> **Problem description**
Leaving out the pictures, return each line of the entries from the first through the line with "margin:0; padding:0; list-style:none", and only those lines.

Collected data
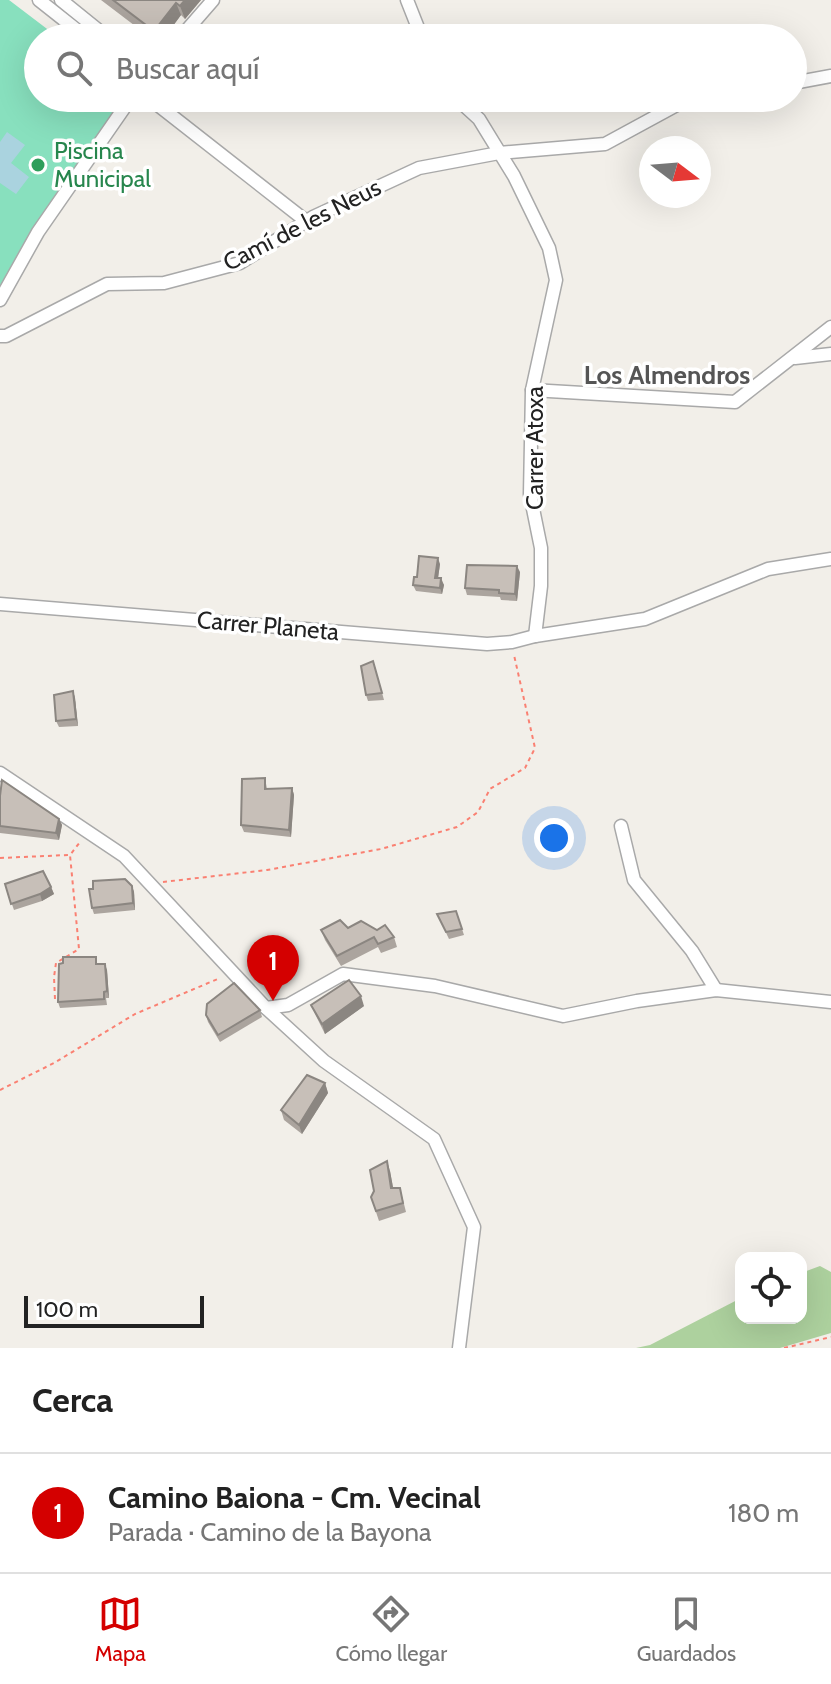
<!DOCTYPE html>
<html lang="es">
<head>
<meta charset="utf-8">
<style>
	body { margin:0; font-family:Cabin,sans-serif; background:#f6f6f6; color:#222 }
	.controls { position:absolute; right:24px; bottom:24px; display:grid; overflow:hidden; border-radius:16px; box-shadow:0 8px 32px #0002 }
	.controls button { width:72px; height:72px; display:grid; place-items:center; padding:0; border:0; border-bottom:2px solid #e0e0e0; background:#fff; color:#222; font:40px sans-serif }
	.compass { position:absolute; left:639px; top:136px; width:72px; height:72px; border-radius:50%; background:#fff; box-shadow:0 8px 32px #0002; rotate:106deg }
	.scale { position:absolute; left:24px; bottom:20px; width:180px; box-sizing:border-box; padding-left:8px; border:4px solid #222; border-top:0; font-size:22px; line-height:28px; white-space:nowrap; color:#222; -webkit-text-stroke:6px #fff; paint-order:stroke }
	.you { position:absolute; left:554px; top:838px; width:28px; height:28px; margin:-20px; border:6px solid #fff; border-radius:50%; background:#1a73e8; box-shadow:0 0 0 12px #1a73e833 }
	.badge { display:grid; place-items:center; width:52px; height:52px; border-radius:50%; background:#d40000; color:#fff; font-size:26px; font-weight:700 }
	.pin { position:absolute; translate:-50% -66px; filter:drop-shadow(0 2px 4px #0008) }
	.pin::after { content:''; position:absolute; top:42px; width:28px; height:24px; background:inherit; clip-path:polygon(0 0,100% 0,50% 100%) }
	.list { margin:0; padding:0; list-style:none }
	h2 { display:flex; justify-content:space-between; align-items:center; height:104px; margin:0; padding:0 32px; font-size:34px }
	h2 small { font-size:26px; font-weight:400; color:#767676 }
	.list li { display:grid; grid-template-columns:52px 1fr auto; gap:24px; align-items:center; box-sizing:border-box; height:120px; padding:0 32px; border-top:2px solid #e0e0e0 }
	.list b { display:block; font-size:30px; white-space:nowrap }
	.list p { margin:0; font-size:26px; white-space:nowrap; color:#767676 }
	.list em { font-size:26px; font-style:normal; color:#767676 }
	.icon { flex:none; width:44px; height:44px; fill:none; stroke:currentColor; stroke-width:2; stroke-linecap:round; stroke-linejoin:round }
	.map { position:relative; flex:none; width:831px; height:1348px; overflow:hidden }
	.search { position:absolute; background:#fff; box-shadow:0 8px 32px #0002; left:24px; right:24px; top:24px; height:88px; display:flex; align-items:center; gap:20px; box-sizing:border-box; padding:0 28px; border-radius:44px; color:#767676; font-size:30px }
	.sheet { height:224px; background:#fff }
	nav { display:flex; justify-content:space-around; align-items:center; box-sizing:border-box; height:112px; border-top:2px solid #e0e0e0; background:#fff; font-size:22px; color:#767676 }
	nav a { display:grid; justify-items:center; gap:4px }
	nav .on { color:#d40000 }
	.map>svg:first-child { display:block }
</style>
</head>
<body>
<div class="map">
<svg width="831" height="1348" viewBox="0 0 831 1348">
	<rect width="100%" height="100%" fill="#f2efe9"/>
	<polygon fill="#add19e" points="820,1266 831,1272 831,1333 780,1348 636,1348 650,1345 741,1298 741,1318 801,1318 801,1273"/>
	<polygon fill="#88e0be" points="0,0 9,0 59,38 38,38 38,98 131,98 0,300"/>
	<polygon fill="#aad3df" points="7,132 25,145 11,163 29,177 16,194 0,183 0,142"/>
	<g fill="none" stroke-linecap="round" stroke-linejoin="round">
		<g stroke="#a9a9a9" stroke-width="15">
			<g id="minor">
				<polyline points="39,0 87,38"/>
				<polyline points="61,0 108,38"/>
				<polyline points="407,0 422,38"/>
				<polyline points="180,38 213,0"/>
				<polyline points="793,83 831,76"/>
				<polyline points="149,98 306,221"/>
				<polyline points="456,98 479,119 514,176 549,248 556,280 532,390 530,494 541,548 541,586 535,636"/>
				<polyline points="0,300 38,232 131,98"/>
				<polyline points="0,336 6,336 107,284 164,283 240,263 313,217 419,168 499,153 605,144 686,100 699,98"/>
				<polyline points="795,358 831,354"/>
				<polyline points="532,390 735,402 831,327"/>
				<polyline points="0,604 487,644 512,642 535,636 645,619 768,569 831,559"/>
				<polyline points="0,773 124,856 266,1008 324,1061 434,1139 474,1227 459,1348"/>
				<polyline points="621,826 634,880 692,951 716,990"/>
				<polyline points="266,1008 288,1005 343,974 435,986 563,1016 637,1001 716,990 831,1002"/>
			</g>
		</g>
		<g stroke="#fa8072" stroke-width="2" stroke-dasharray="4 4" stroke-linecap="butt">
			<polyline points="0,858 68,855"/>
			<polyline points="163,882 267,870 381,849 457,827 478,812 490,789 525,768 535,748 514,655"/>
			<polyline points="55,999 54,977 56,963 79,949 70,855 80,842"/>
			<polyline points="0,1090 54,1063 135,1014 220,978"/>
			<polyline points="784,1348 831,1337"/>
		</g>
		<use href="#minor" stroke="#fff" stroke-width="12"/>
	</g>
	<g fill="#aba49e">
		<polygon points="101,0 201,0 185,19 181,15 164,38 151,38"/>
		<polygon points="440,564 438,578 444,585 442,594 416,591 413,585 417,577"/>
		<polygon points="520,572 517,601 501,600 500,597 467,595 465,588"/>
		<polygon points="375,668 384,700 368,701 366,695"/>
		<polygon points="73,691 75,698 78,726 59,727 56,721"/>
		<polygon points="265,778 267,789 292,788 294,795 291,837 244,832 241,825"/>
		<polygon points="0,796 59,819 62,825 59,840 0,833"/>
		<polygon points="5,884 51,887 54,894 42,901 14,910"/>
		<polygon points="132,886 134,892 135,910 94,914 92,908"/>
		<polygon points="456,911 464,935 449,939 437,914"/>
		<polygon points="321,930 377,930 394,937 397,947 381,953 378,947 341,966 325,940"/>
		<polygon points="98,964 107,970 109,998 106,998 107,1005 60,1008 58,1002"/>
		<polygon points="311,1005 364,1006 325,1034 315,1014"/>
		<polygon points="260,1010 262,1017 220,1042 208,1022 206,1015"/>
		<polygon points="325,1083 328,1093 302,1134 284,1120 281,1110"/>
		<polygon points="390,1171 393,1188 400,1188 406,1212 379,1221 371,1197"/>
	</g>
	<g fill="#8b8681">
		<polygon points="185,0 201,0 185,19 180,6"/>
		<polygon points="176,3 181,15 164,38 157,38 154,31"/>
		<polygon points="438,558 440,564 437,585 435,578"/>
		<polygon points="517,566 520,572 517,601 515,594"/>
		<polygon points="441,578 444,585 442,594 440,588"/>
		<polygon points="73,691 75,698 78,726 76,719"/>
		<polygon points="292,788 294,795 291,837 289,830"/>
		<polygon points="59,819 62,825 59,840 56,833"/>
		<polygon points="132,886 134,892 135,910 133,903"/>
		<polygon points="51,887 54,894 42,901 40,894"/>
		<polygon points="105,964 107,970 109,998 107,991"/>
		<polygon points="361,996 364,1006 325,1034 322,1024"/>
		<polygon points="325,1083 328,1093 302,1134 299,1125"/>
		<polygon points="387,1161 390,1171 395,1198 391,1188"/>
	</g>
	<g fill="#c7bfb8" stroke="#8b8681" stroke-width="2">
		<polygon points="113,0 185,0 180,6 176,3 154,31"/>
		<polygon points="419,556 438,558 435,578 441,578 440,588 413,585 414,577 417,577"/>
		<polygon points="467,565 517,566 515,594 499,593 499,590 465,588"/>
		<polygon points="373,661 382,693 366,695 361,666"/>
		<polygon points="73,691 76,719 56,721 54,695"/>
		<polygon points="265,778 265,789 292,788 289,830 241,825 242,779"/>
		<polygon points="2,780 59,819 56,833 0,826 0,796"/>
		<polygon points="43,871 51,887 40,894 11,904 5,884"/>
		<polygon points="125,879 132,886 133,903 92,908 89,889 93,889 93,881"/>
		<polygon points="456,911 462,929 446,932 437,914"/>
		<polygon points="340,920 348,928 361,921 377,930 385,925 394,937 378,944 374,937 337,956 321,930"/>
		<polygon points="63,957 96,957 96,964 105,964 107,991 104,992 104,999 58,1002 59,964 63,963"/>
		<polygon points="349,980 361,996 322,1024 311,1005"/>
		<polygon points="234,983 260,1010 218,1035 206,1015 207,1004"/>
		<polygon points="307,1075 325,1083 299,1125 281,1110"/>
		<polygon points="387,1161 391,1188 400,1188 403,1203 376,1211 371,1197 374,1191 370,1170"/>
	</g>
	<circle fill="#2e9e5b" stroke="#fff" stroke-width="3" cx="38" cy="165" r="8"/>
	<g text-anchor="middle" stroke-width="7" stroke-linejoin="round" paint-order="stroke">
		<g font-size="24" fill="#27864d" stroke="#fff" text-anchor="start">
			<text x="54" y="159">Piscina<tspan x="54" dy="28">Municipal</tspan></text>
		</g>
		<g font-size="24" fill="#222" stroke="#fff">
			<text transform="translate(302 225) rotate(-27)" y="8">Camí de les Neus</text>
			<text transform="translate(535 448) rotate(-90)" y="8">Carrer Atoxa</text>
			<text transform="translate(268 626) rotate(5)" y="8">Carrer Planeta</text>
		</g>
		<g font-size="26" font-weight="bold" fill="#555" stroke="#fff">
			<text x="667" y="384">Los Almendros</text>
		</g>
	</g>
</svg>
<div class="controls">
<button><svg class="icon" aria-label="locate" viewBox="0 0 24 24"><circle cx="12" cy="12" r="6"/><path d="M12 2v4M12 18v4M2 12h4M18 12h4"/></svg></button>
</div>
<svg class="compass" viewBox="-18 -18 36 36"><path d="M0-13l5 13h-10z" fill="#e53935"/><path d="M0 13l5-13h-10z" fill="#767676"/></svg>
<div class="scale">100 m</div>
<div class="you"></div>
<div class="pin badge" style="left:273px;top:1001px">1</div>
<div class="search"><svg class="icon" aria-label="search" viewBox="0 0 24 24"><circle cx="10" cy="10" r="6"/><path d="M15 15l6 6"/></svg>Buscar aquí</div>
</div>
<section class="sheet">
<h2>Cerca<small></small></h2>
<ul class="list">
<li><span class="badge">1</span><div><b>Camino Baiona - Cm. Vecinal</b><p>Parada · Camino de la Bayona</p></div><em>180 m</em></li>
</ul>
</section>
<nav>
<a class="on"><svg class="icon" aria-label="map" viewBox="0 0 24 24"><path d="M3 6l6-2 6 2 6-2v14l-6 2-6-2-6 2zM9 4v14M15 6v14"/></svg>Mapa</a>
<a><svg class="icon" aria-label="directions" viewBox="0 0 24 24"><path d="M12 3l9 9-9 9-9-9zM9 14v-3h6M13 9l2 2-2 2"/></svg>Cómo llegar</a>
<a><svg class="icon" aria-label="saved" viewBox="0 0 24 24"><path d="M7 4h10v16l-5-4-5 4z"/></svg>Guardados</a>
</nav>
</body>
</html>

> **Output for this task**
<!DOCTYPE html>
<html lang="es">
<head>
<meta charset="utf-8">
<style>
	body { margin:0; font-family:Cabin,sans-serif; background:#f6f6f6; color:#222 }
	.controls { position:absolute; right:24px; bottom:24px; display:grid; overflow:hidden; border-radius:16px; box-shadow:0 8px 32px #0002 }
	.controls button { width:72px; height:72px; display:grid; place-items:center; padding:0; border:0; border-bottom:2px solid #e0e0e0; background:#fff; color:#222; font:40px sans-serif }
	.compass { position:absolute; left:639px; top:136px; width:72px; height:72px; border-radius:50%; background:#fff; box-shadow:0 8px 32px #0002; rotate:106deg }
	.scale { position:absolute; left:24px; bottom:20px; width:180px; box-sizing:border-box; padding-left:8px; border:4px solid #222; border-top:0; font-size:22px; line-height:28px; white-space:nowrap; color:#222; -webkit-text-stroke:6px #fff; paint-order:stroke }
	.you { position:absolute; left:554px; top:838px; width:28px; height:28px; margin:-20px; border:6px solid #fff; border-radius:50%; background:#1a73e8; box-shadow:0 0 0 12px #1a73e833 }
	.badge { display:grid; place-items:center; width:52px; height:52px; border-radius:50%; background:#d40000; color:#fff; font-size:26px; font-weight:700 }
	.pin { position:absolute; translate:-50% -66px; filter:drop-shadow(0 2px 4px #0008) }
	.pin::after { content:''; position:absolute; top:42px; width:28px; height:24px; background:inherit; clip-path:polygon(0 0,100% 0,50% 100%) }
	.list { margin:0; padding:0; list-style:none }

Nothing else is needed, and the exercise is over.